2014年8月20日水曜日

元木昌彦氏の”朝日新聞「慰安婦虚報」を糾弾する週刊誌に疑問符”を読む。

朝日新聞が「従軍慰安婦」についての訂正記事を載せて以来、マスコミ界が、騒がしい。


1) 日刊サイゾー が掲載している記事より__

”朝日新聞「慰安婦虚報」を糾弾する週刊誌に疑問符”というのが、そのタイトルである。

これ以外にも、興味深い記事が乗っているのだが、ここで取り上げるのは、朝日新聞「従軍慰安婦」の訂正記事のついてである。

週刊ポスト、週刊現代に記事を紹介した後で、元木昌彦氏は、こう書いてい

る。

『・・・まるで日韓関係の悪化は朝日の従軍慰安婦報道にだけあるかのような言い方ではないか。
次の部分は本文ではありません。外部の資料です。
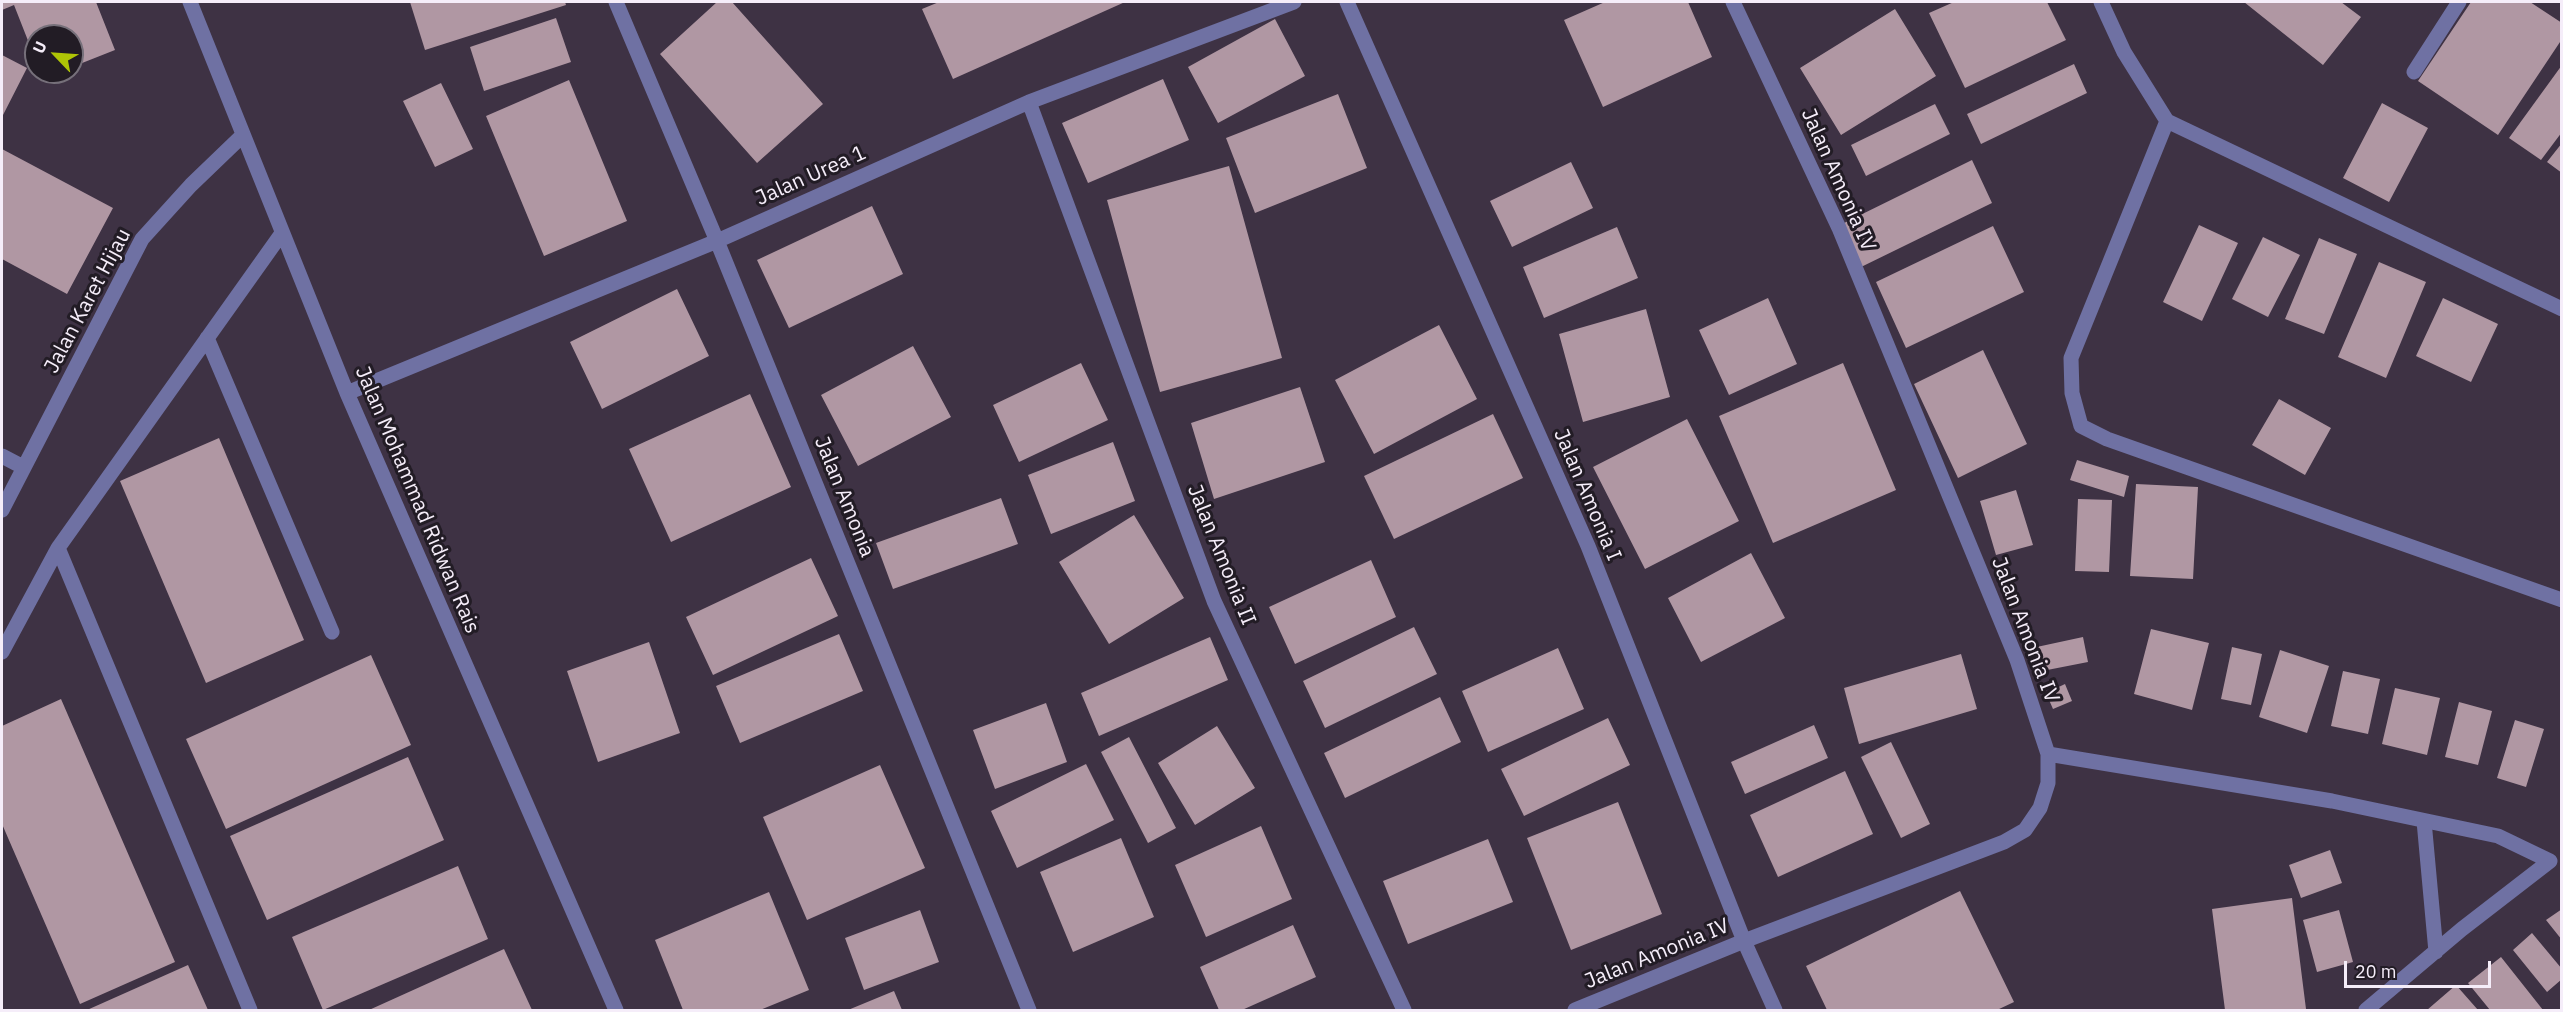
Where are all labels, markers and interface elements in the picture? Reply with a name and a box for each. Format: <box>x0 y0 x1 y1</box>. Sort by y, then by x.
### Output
north arrow <box>24 24 84 84</box>
text: U <box>28 38 51 57</box>
street label: Jalan Amonia IV <box>1795 105 1881 255</box>
street label: Jalan Urea 1 <box>752 141 870 211</box>
street label: Jalan Karet Hijau <box>39 224 137 378</box>
street label: Jalan Mohammad Ridwan Rais <box>349 363 485 637</box>
street label: Jalan Amonia I <box>1548 425 1626 565</box>
street label: Jalan Amonia <box>808 433 880 561</box>
street label: Jalan Amonia II <box>1181 481 1261 629</box>
street label: Jalan Amonia IV <box>1986 554 2064 706</box>
street label: Jalan Amonia IV <box>1581 914 1733 994</box>
scale bar <box>2347 949 2494 987</box>
text: 20 m <box>2355 960 2397 983</box>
朝日新聞・植村隆元記者の数本の従軍慰安婦についての記事が誤りだったとしても、日韓併合や植民地時代の苛烈な支配、原爆症で苦しむ朝鮮人被爆者や慰安婦たちの苦しみを、この誤報で帳消しにはできない。
 86日付の朝日新聞で、父も祖父も太平洋戦争中に強制収容された日系人、米ジョージ・ワシントン大学教授のマイク・モチヅキ氏がこう語っている。
「多くの日本人がもう『もう十分だ。未来志向で行こう』と言うが、それを言うのは被害者の側であって、日本人はまず『私たちは忘れない。過ちを繰り返さない』と言い続けるべきだ」
 NHK BS1スペシャル『オリバー・ストーンと語る 原爆×戦争×アメリカ』でも、オリバー・ストーン監督がおおむねこう語っている。
「記憶こそが我々を人間たらしめる『よすが』なのだ。自分が何を為したのかの記憶なくして人は後悔したり罪の意識を抱くことはない歴史家が記憶を残すのはそれを忘れないためなのだ」
 朝日新聞が誤報を認めたからといって、日本がアジアでした行為を抹消することはできない。原爆を落とされても、核の平和利用だと言われれば数多の原子力発電所を作り、あれほどのことをされたアメリカを憎まず、植民地のように付き従う日本という国は、世界から見れば理解しがたい人間の塊のように見えているのではないか。

 自分たちの父祖がやったことを忘れず、それについて考え続けることこそ、今の日本人に最も必要であること、言うまでもない。』(日刊サイゾー 8/19)
* 尚、すでにご存じだと思うが、現代もポストも、アダルトな情報を扱っている。従て、この論評記事にも、そのことが出てくる。あらかじめ、ご承知おき、いただきたい。
2) 歴史は、ウソをつかない。人間が嘘をつく
産経新聞は、先日、いわゆる『吉田調書』__東電の原発事故にまつわる聞き取りレポート__を手に入れた、と発表した。それ以来、特集を組んで、『吉田調書』の内容を掲載し、朝日新聞を攻撃する材料に使っている。
これは、本来的には、安倍政権の官邸が不開示としているものだ。だが、今は、この問題は、横に置く。
さて、朝日新聞「襄軍慰安婦」虚報のことである。
元木昌彦氏の、この記事が、私が今まで読んだ記事の中では、一番冷静に、公正に判断している、と思う。
元木氏が言うように、たとえ朝日が、誤報をしようと、捏造記事を書こうと、我々日本人は、この事から、目を逸らすべきではない。

逸らした所で、何も変わらない。
また、たとえ朝日新聞が、間違っていたとしても、__正しかったとしても__ 歴史は、何度も、繰り返し、検証される必要がある。
書き直される必要がある。
そうしないと、学問をする意味がない。
研究する意味がない。
歴史は、あくまで、現在までで分かっていることを前提として、記述されている。
新しい事実が発見されれば、当然に、訂正される運命にある。
その意味では、歴史も、「仮説」の一つに過ぎない。
この認識は、決定的に重要である。
この事が分っていないと、物事の見方を間違う。判断を間違う。
歴史は、ウソをつかない。人間が嘘をつくのである。